Fasting for more than 2 days is one of the top treatments according to people who have recovered. But this treatment may seem crazy. So let’s start with the (crazy) fasting people out there. If you do a Google search and start typing in “fasting 48 hours”, Google will be like… hey do ya want to know about people who fast for 40 days?!?!
And if you do a Google search for “site:reddit.com fasting 40 days”, you’ll find that a lot of people are actually talking about 40 day fasting on Reddit. It’s a thing. It’s probably unnecessarily extreme for treating chronic illness, but there are people out there doing it.
The world record for fasting is 382 days. But… that person (Angus Barbieri) took a multi-vitamin, tea, and coffee.
The flip side of that is that some people find fasting to be really hard. One possibility is that it takes weeks for your body to become adapted to use fat for energy.
Becoming fat adapted and “keto flu”
There are ketogenic diets (and meat only diets) where people try to eat very low or zero carbs. This forces the body into producing ketones. Without carbs, the body must use ketones for energy instead of glucose. The body may go through an adaptation period for 2-4 weeks where it gets better and better at using ketones for energy. Until that adaptation is finished, studies find that participants are not as good at exercising.

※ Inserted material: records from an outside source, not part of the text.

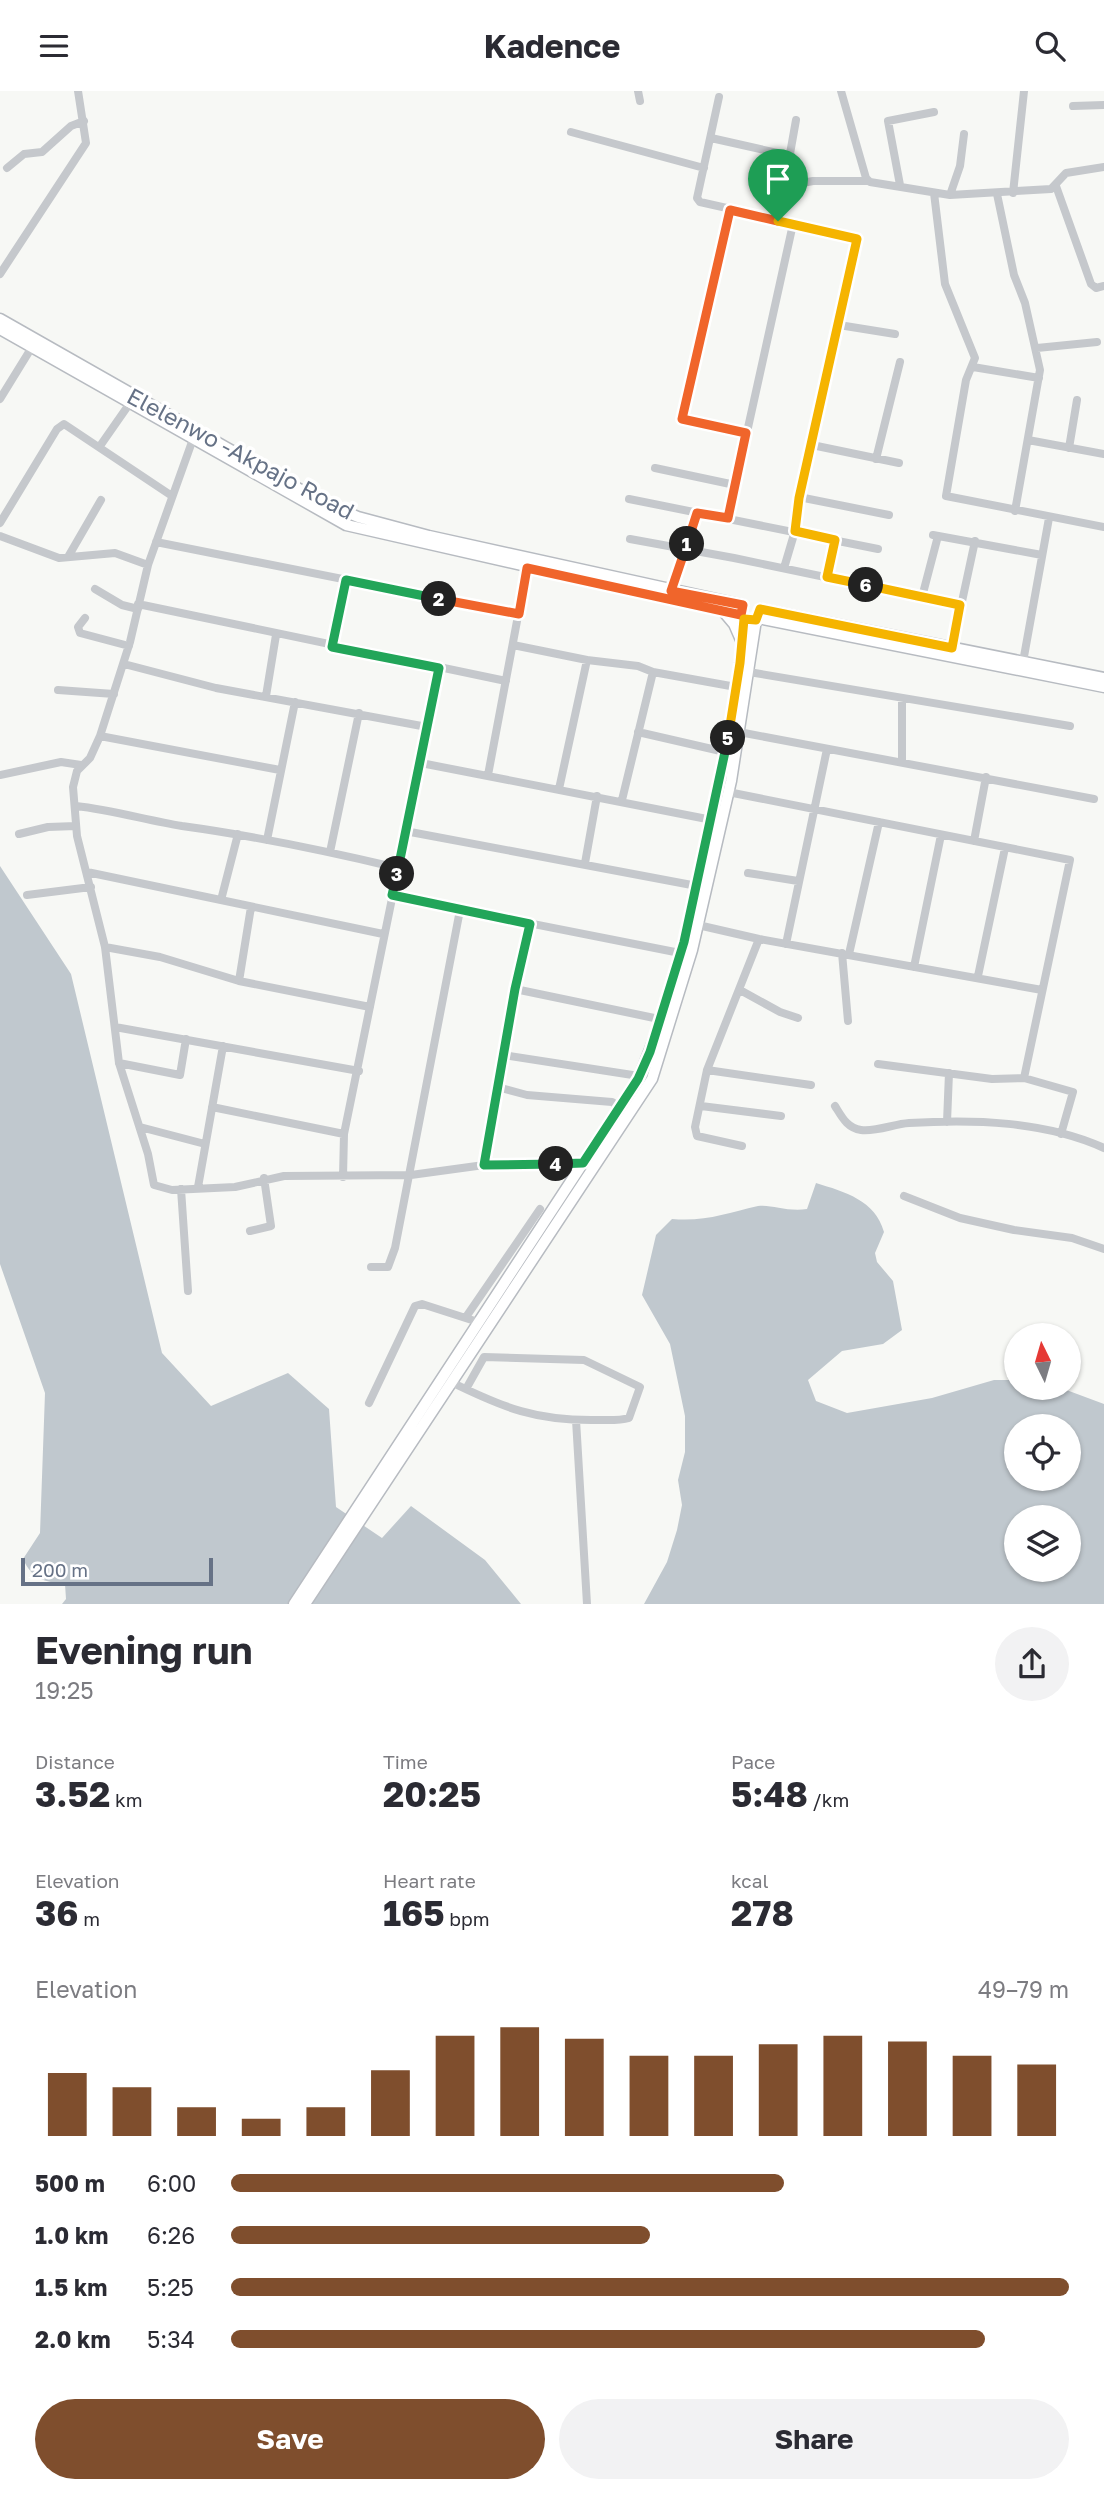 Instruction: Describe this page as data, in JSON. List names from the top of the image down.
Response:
{
  "streets": {
    "main road": ["Elelenwo -Akpajo Road"]
  },
  "scale_bar": "200 m",
  "north": "top",
  "page": {
    "header": "Kadence",
    "pins": [
      "1",
      "6",
      "2",
      "5",
      "3",
      "4"
    ],
    "scale": "200 m",
    "heading": ["Evening run", "19:25"],
    "stats": [
      ["Distance", "3.52 km"],
      ["Time", "20:25"],
      ["Pace", "5:48 /km"],
      ["Elevation", "36 m"],
      ["Heart rate", "165 bpm"],
      ["kcal", "278"]
    ],
    "chart": ["Elevation", "49–79 m"],
    "list": [
      {
        "name": "500 m",
        "note": "6:00"
      },
      {
        "name": "1.0 km",
        "note": "6:26"
      },
      {
        "name": "1.5 km",
        "note": "5:25"
      },
      {
        "name": "2.0 km",
        "note": "5:34"
      }
    ],
    "buttons": ["Save", "Share"]
  }
}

See Stephen Phinney’s review paper (DOI:10.1186/1743-7075-1-2). Here’s an excerpt if you like reading science:
Adaptation
The most obvious of these is the time allotted (or not) for keto-adaptation. In this context, the prescient observation of Schwatka (that adaptation to “a diet of reindeer meat” takes 2–3 weeks) says it all. None of the comparative low-carbohydrate versus high-carbohydrate studies done in support of the carbohydrate loading hypothesis sustained the low carbohydrate diet for more than 2 weeks [5], and most (including the classic report of Christensen and Hansen [2]) maintained their low-carbohydrate diets for 7 days or less.
There are to date no studies that carefully examine the optimum length of this keto-adapataion period, but it is clearly longer than one week and likely well advanced within 3–4 weeks. The process does not appear to happen any faster in highly trained athletes than in overweight or untrained individuals. This adaptation process also appears to require consistent adherence to carbohydrate restriction, as people who intermittently consume carbohydrates while attempting a ketogenic diet report subjectively reduced exercise tolerance.
People in diet communities often refer to that adaptation period as “keto flu”. There’s a lot of advice about it but I don’t know how reliable any of that advice is. If you want to become keto adapted without doing things the hard way, you can always ease into it and spend more time becoming keto adapted.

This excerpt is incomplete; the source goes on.